* **PROBLEM REQUIREMENTS**:
Only the pictures should be dropped; copy the rest of the entries exactly.

* **RECORDS SHOWN**:
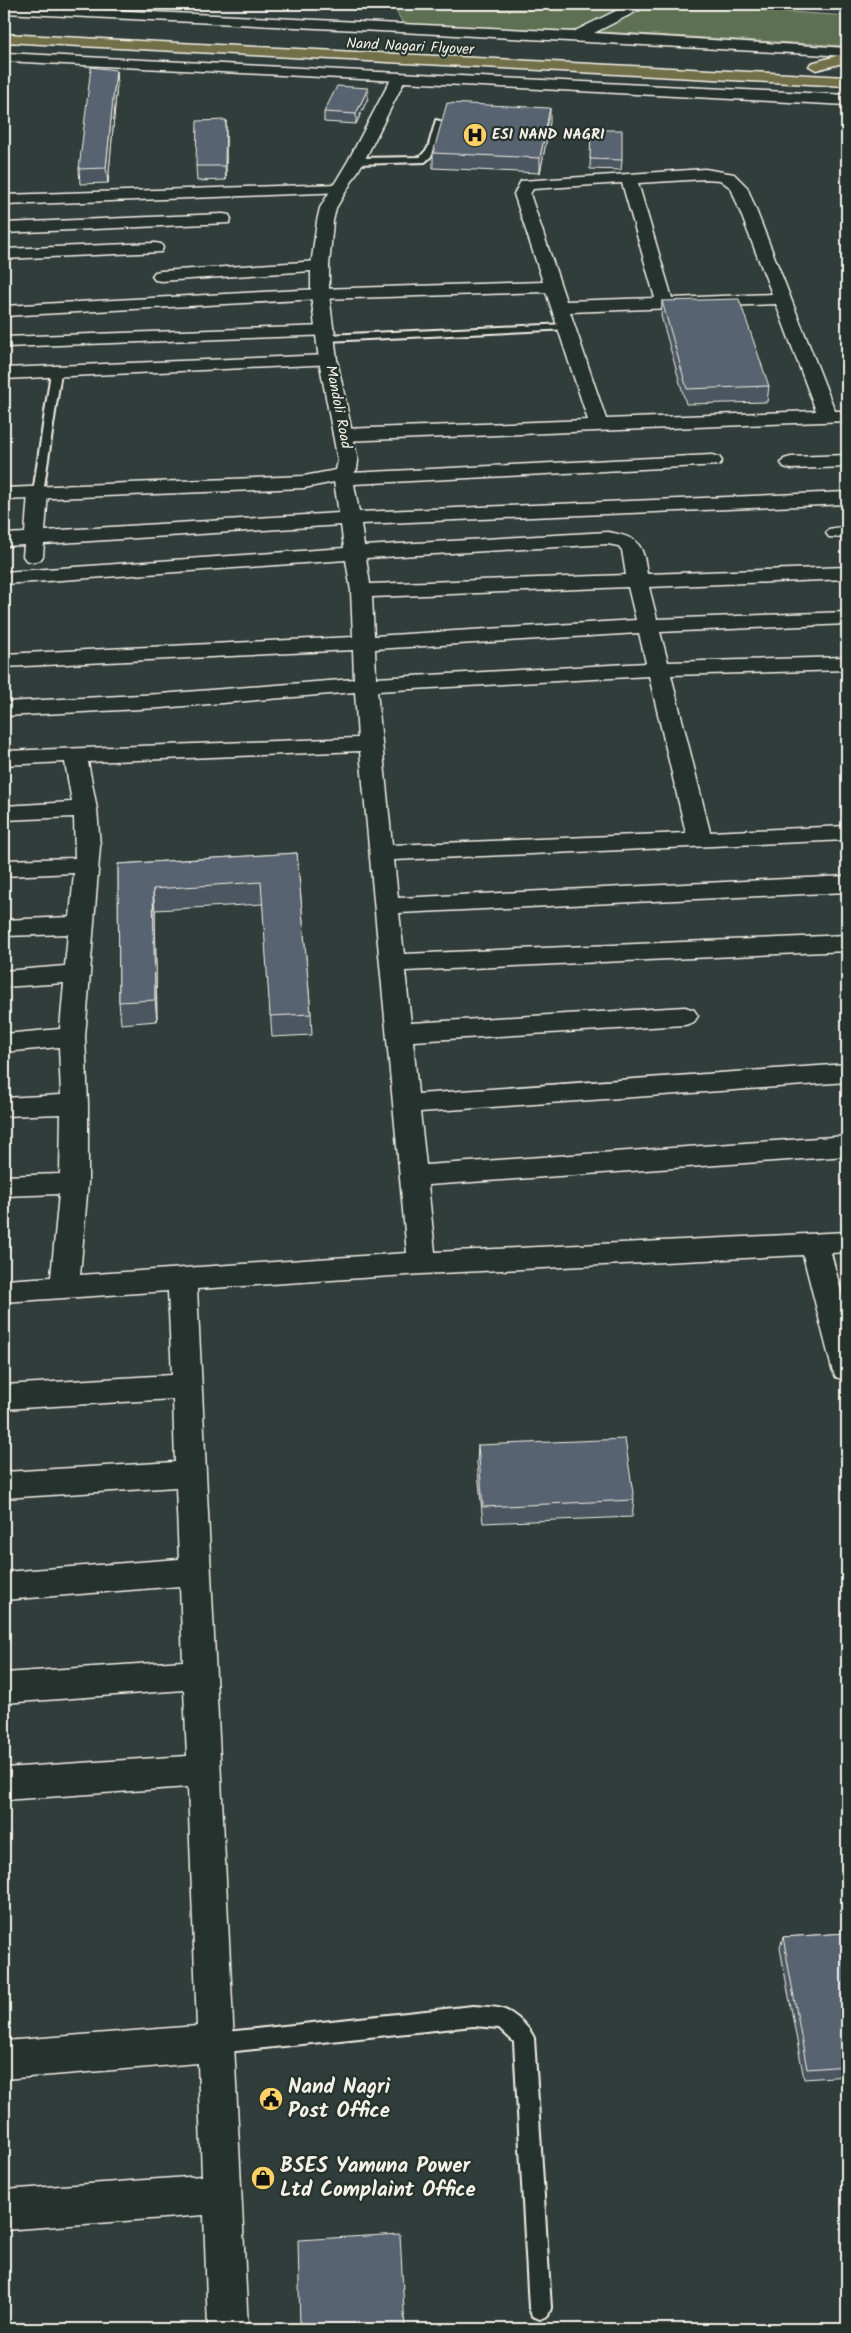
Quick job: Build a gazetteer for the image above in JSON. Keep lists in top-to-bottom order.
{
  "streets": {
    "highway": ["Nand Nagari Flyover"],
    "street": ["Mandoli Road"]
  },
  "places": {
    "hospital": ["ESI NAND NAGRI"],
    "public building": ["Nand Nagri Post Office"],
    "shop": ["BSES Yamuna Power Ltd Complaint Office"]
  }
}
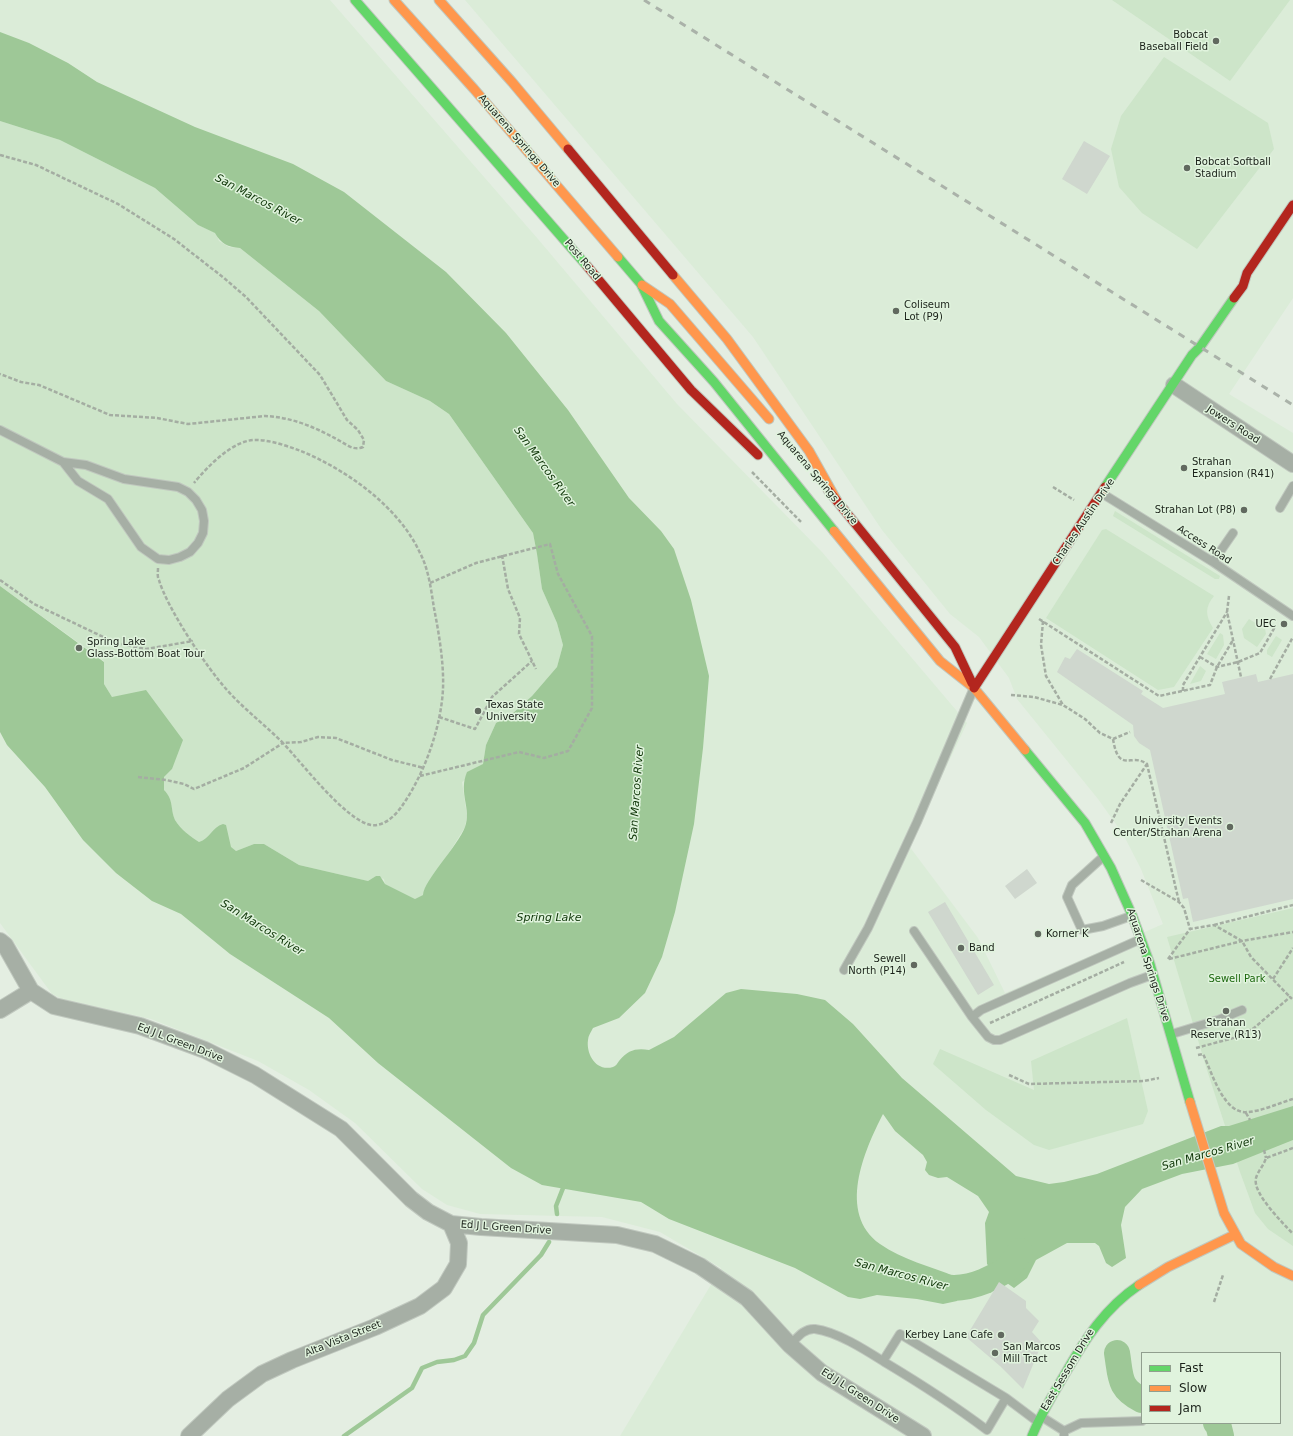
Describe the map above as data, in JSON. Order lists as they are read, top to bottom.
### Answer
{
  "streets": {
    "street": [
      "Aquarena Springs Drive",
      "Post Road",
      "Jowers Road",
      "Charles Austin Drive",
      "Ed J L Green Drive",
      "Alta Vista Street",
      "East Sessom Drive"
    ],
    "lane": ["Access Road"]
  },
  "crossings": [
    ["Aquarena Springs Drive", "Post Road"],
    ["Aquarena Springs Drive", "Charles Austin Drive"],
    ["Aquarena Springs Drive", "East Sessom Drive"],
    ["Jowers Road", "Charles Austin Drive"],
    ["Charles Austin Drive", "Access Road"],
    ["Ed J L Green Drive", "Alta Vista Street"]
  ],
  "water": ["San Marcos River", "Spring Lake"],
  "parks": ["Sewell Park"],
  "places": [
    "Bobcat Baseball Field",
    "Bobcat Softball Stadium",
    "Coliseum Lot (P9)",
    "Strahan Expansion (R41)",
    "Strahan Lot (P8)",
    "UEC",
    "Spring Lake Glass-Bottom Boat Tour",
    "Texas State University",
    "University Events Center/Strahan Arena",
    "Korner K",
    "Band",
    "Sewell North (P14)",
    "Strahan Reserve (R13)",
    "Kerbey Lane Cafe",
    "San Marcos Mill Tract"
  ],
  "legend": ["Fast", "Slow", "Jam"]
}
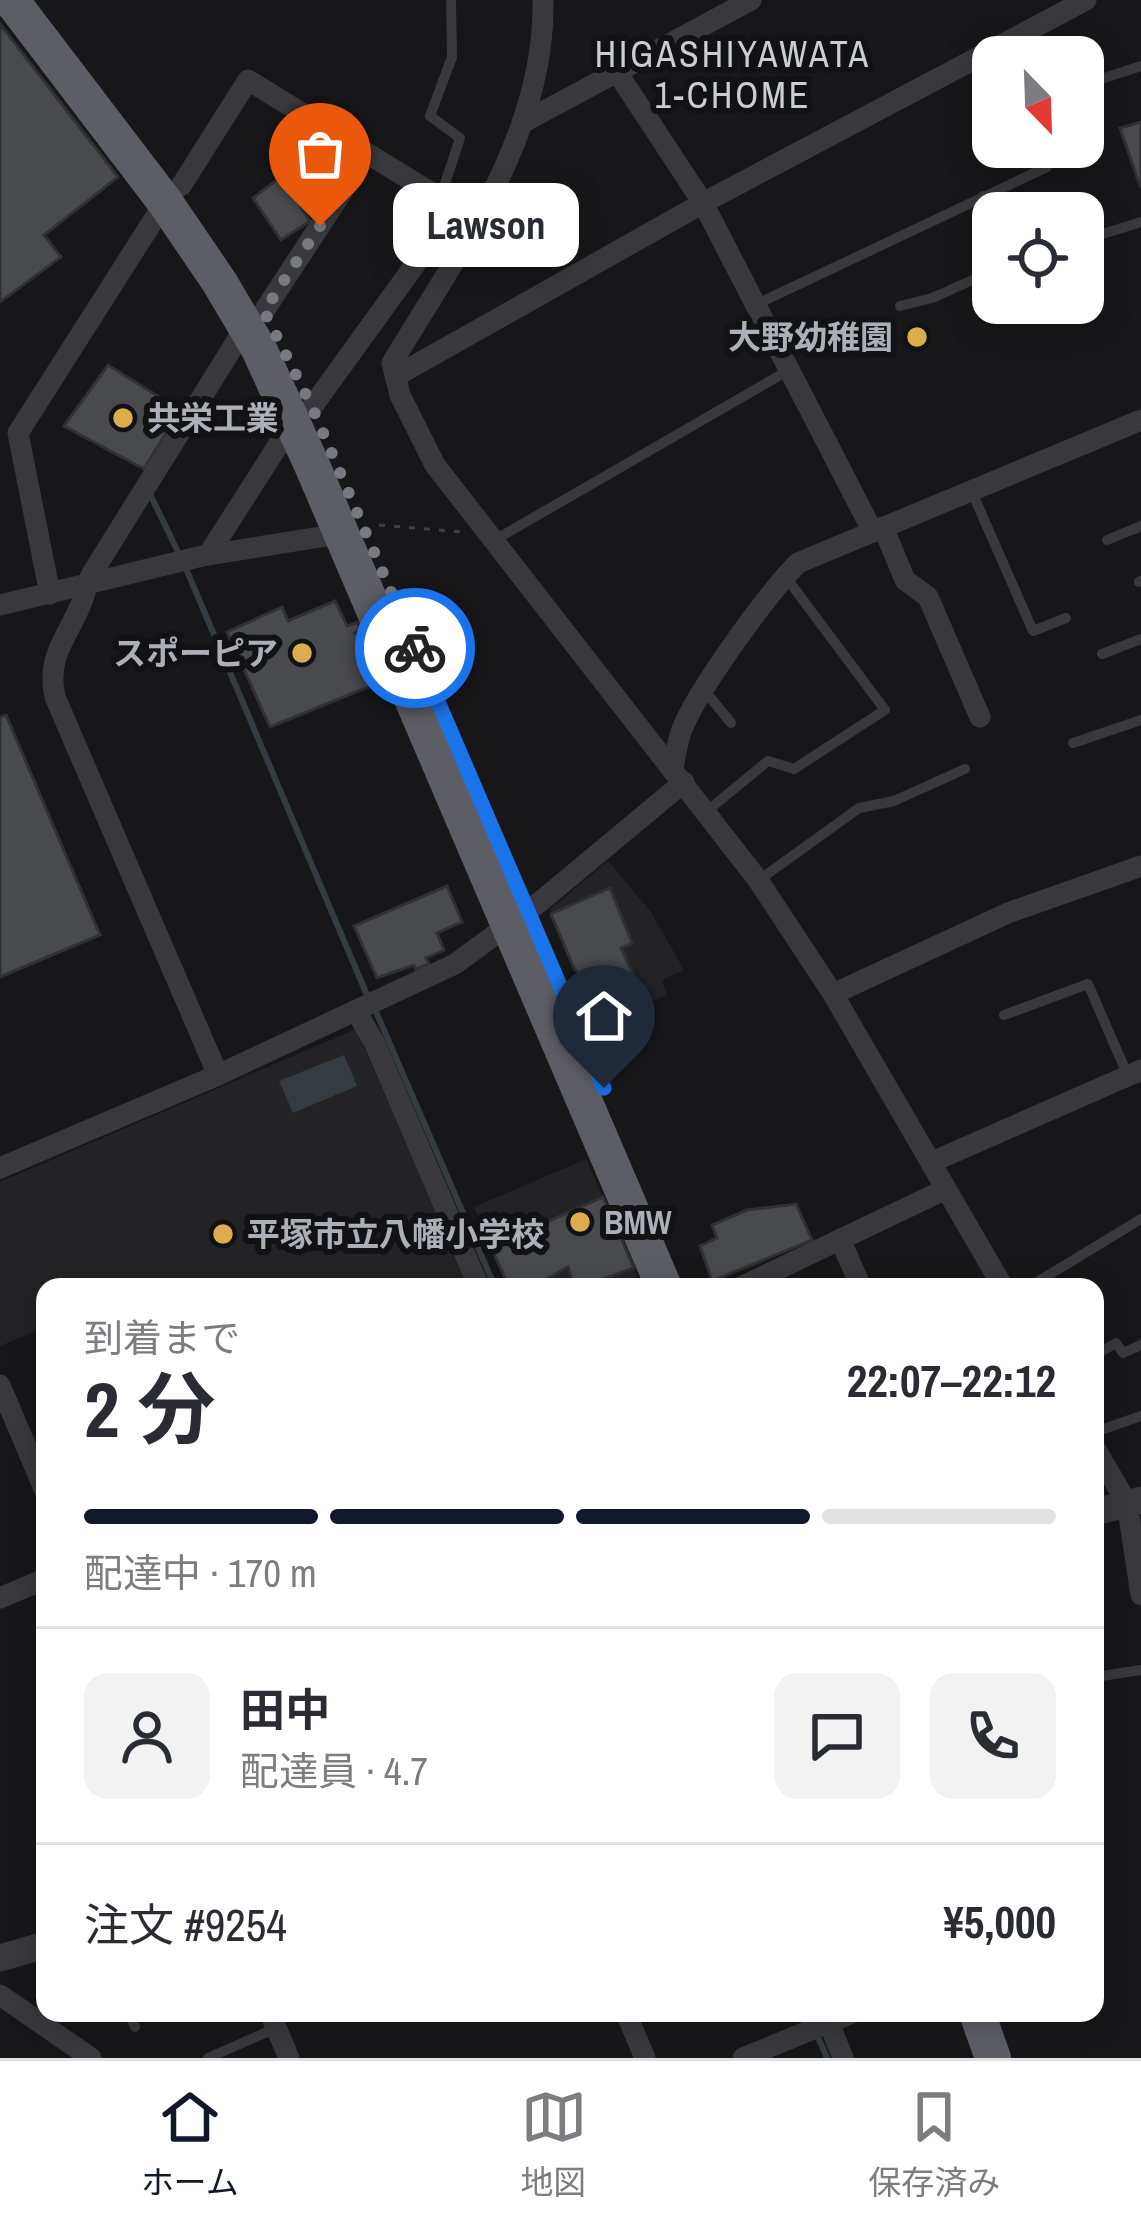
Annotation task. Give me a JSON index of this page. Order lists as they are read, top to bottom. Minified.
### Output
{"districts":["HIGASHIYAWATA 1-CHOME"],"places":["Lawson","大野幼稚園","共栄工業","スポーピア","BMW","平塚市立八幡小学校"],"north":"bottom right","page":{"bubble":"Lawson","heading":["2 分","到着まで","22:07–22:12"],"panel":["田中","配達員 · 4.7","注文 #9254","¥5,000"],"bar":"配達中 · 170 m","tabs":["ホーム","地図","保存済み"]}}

* **EXERCISE RESPONSE**:
Quick job: Build a gazetteer for the image above in JSON. Keep lists in top-to-bottom order.
{
  "streets": {
    "highway": ["Nand Nagari Flyover"],
    "street": ["Mandoli Road"]
  },
  "places": {
    "hospital": ["ESI NAND NAGRI"],
    "public building": ["Nand Nagri Post Office"],
    "shop": ["BSES Yamuna Power Ltd Complaint Office"]
  }
}
Describe the map above as data, in JSON. Order lists as they are read, top to bottom.
### Answer
{
  "streets": {
    "street": [
      "Aquarena Springs Drive",
      "Post Road",
      "Jowers Road",
      "Charles Austin Drive",
      "Ed J L Green Drive",
      "Alta Vista Street",
      "East Sessom Drive"
    ],
    "lane": ["Access Road"]
  },
  "crossings": [
    ["Aquarena Springs Drive", "Post Road"],
    ["Aquarena Springs Drive", "Charles Austin Drive"],
    ["Aquarena Springs Drive", "East Sessom Drive"],
    ["Jowers Road", "Charles Austin Drive"],
    ["Charles Austin Drive", "Access Road"],
    ["Ed J L Green Drive", "Alta Vista Street"]
  ],
  "water": ["San Marcos River", "Spring Lake"],
  "parks": ["Sewell Park"],
  "places": [
    "Bobcat Baseball Field",
    "Bobcat Softball Stadium",
    "Coliseum Lot (P9)",
    "Strahan Expansion (R41)",
    "Strahan Lot (P8)",
    "UEC",
    "Spring Lake Glass-Bottom Boat Tour",
    "Texas State University",
    "University Events Center/Strahan Arena",
    "Korner K",
    "Band",
    "Sewell North (P14)",
    "Strahan Reserve (R13)",
    "Kerbey Lane Cafe",
    "San Marcos Mill Tract"
  ],
  "legend": ["Fast", "Slow", "Jam"]
}
Annotation task. Give me a JSON index of this page. Order lists as they are read, top to bottom. Minified.
### Output
{"districts":["HIGASHIYAWATA 1-CHOME"],"places":["Lawson","大野幼稚園","共栄工業","スポーピア","BMW","平塚市立八幡小学校"],"north":"bottom right","page":{"bubble":"Lawson","heading":["2 分","到着まで","22:07–22:12"],"panel":["田中","配達員 · 4.7","注文 #9254","¥5,000"],"bar":"配達中 · 170 m","tabs":["ホーム","地図","保存済み"]}}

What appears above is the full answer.